▶ WORK REQUEST
Where does the string "relate" appear in the records? Copy each line that holds it.

★ ★ ★ ★

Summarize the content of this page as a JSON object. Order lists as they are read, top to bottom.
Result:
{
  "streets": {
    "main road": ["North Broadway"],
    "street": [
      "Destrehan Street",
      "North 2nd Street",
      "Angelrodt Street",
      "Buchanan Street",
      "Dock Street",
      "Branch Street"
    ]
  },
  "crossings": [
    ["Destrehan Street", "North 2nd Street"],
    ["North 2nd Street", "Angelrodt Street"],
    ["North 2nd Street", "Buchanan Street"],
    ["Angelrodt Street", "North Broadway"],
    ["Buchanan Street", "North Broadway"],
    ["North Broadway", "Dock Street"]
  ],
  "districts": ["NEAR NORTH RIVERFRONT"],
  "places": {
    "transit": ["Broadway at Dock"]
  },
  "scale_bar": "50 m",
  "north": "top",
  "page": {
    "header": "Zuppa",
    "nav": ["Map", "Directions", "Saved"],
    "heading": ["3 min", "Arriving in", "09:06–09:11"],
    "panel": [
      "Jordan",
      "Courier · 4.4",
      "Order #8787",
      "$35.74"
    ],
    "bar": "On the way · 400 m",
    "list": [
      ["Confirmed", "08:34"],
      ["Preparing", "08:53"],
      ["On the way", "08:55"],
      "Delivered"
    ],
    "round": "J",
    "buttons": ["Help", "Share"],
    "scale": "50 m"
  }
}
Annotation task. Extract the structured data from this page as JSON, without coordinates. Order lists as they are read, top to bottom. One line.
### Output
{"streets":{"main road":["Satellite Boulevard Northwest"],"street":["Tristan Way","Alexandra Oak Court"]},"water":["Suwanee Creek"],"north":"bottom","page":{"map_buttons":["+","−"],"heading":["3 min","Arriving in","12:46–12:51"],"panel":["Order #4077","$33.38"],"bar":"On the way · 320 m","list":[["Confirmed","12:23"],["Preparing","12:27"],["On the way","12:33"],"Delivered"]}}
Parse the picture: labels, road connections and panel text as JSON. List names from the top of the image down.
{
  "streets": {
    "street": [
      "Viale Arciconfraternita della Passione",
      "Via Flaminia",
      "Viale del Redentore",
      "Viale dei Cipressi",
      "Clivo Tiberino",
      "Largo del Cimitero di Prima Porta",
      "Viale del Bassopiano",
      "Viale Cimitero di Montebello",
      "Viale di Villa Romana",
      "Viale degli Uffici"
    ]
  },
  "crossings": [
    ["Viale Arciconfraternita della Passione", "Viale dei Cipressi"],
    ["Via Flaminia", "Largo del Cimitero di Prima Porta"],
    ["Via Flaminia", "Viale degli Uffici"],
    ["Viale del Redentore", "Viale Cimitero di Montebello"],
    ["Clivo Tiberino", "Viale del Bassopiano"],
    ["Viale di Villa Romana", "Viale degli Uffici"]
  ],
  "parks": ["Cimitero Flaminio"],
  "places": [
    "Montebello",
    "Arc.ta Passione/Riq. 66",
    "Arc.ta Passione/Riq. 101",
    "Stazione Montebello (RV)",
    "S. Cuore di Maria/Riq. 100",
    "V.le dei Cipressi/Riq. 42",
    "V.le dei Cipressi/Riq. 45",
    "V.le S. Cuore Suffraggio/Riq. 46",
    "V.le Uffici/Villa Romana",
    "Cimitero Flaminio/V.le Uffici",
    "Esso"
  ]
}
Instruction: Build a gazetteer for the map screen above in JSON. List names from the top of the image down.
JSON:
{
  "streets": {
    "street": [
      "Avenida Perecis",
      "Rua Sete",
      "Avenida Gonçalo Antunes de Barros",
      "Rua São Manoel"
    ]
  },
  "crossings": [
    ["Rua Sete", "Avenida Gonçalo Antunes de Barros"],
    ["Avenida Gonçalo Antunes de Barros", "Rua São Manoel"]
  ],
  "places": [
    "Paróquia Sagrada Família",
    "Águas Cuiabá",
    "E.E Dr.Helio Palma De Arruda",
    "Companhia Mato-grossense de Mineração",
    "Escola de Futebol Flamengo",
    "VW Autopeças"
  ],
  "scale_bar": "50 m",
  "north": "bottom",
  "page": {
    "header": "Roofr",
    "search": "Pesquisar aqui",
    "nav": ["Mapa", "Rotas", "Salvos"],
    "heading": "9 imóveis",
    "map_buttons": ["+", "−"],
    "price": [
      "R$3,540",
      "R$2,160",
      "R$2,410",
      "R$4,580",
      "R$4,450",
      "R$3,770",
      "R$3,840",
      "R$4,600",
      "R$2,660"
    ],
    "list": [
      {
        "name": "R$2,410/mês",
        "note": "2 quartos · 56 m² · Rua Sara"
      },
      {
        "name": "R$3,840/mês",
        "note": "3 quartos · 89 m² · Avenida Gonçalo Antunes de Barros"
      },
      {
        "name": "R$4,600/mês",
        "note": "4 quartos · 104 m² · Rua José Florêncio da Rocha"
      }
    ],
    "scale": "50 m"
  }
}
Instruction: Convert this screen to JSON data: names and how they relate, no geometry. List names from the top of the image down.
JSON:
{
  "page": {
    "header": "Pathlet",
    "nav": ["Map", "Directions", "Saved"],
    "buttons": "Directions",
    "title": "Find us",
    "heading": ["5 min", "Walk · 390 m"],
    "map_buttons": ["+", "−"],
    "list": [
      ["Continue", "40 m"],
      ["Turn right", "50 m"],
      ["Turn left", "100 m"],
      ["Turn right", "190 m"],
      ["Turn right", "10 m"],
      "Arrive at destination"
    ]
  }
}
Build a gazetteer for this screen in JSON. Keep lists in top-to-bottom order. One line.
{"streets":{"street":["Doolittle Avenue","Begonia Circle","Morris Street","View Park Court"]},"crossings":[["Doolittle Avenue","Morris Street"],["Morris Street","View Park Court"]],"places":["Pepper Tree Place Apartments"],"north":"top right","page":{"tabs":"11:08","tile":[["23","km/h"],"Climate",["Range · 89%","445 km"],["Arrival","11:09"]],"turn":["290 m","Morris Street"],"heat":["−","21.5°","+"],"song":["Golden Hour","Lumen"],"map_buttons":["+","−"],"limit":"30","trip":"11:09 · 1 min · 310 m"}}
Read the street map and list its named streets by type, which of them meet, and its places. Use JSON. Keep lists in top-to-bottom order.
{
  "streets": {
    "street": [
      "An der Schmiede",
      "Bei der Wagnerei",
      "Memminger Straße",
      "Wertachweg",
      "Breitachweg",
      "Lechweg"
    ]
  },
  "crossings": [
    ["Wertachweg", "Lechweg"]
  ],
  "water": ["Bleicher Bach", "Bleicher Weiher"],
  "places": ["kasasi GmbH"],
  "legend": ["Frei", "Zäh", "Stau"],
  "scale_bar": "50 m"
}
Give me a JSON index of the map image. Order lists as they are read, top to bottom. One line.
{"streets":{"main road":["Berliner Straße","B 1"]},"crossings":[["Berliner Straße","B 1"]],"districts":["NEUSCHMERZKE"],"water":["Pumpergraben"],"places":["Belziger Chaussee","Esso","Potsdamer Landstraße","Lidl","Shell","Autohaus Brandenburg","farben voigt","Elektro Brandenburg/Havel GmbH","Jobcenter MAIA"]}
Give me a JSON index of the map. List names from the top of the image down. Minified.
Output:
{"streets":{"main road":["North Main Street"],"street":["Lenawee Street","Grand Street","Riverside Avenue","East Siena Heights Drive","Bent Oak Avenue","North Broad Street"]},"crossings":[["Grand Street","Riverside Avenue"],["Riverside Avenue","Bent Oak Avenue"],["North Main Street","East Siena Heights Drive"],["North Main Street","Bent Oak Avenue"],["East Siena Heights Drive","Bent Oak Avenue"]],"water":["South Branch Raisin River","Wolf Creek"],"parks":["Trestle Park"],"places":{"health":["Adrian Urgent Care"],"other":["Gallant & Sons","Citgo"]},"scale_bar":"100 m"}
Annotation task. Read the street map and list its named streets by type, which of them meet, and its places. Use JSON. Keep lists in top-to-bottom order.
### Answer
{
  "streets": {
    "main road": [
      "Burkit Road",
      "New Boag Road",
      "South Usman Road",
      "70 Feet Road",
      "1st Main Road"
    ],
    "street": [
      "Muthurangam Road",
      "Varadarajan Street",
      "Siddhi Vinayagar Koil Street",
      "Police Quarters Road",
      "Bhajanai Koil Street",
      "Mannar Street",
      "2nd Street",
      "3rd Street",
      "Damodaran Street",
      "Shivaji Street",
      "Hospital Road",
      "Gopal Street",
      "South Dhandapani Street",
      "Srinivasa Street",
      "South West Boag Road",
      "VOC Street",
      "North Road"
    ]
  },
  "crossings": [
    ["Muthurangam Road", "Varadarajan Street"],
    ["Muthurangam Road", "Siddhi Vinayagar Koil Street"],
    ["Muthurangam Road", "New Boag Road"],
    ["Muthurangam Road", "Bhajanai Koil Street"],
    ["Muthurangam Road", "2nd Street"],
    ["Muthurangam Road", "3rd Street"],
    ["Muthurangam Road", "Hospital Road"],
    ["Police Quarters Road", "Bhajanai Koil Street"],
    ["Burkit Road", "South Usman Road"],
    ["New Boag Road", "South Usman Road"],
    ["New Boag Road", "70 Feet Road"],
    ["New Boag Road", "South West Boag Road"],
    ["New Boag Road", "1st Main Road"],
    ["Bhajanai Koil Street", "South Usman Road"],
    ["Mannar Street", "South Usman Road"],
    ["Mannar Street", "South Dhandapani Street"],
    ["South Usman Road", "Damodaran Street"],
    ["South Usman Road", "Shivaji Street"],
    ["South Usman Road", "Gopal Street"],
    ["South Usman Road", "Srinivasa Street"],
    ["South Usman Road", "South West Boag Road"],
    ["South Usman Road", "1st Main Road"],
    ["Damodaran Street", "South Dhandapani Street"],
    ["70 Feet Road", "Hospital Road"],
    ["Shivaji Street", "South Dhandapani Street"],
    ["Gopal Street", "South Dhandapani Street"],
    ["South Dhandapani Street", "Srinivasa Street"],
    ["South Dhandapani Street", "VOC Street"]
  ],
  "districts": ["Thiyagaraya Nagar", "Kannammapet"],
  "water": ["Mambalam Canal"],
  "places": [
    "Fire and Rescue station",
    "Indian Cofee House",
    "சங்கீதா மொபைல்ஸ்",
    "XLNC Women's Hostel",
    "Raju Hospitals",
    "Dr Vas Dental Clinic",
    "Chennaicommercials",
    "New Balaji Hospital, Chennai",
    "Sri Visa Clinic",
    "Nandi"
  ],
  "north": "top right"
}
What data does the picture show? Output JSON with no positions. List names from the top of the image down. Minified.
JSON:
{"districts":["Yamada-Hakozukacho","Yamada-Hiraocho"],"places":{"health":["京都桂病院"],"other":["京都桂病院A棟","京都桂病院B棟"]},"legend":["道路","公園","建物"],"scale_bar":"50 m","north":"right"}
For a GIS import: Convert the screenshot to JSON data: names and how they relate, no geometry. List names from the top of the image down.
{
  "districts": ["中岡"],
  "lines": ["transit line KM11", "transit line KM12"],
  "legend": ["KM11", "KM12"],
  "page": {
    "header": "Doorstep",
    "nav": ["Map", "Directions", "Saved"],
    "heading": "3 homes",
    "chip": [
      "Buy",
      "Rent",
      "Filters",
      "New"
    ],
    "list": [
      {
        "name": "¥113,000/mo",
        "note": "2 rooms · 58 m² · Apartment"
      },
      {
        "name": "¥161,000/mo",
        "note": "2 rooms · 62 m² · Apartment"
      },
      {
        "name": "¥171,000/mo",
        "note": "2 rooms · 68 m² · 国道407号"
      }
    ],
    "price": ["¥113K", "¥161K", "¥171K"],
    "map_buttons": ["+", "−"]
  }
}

★ ★ ★ ★

▶ ANSWER BOX
Instruction: Convert this screen to JSON data: names and how they relate, no geometry. List names from the top of the image down.
For a GIS import: Convert the screenshot to JSON data: names and how they relate, no geometry. List names from the top of the image down.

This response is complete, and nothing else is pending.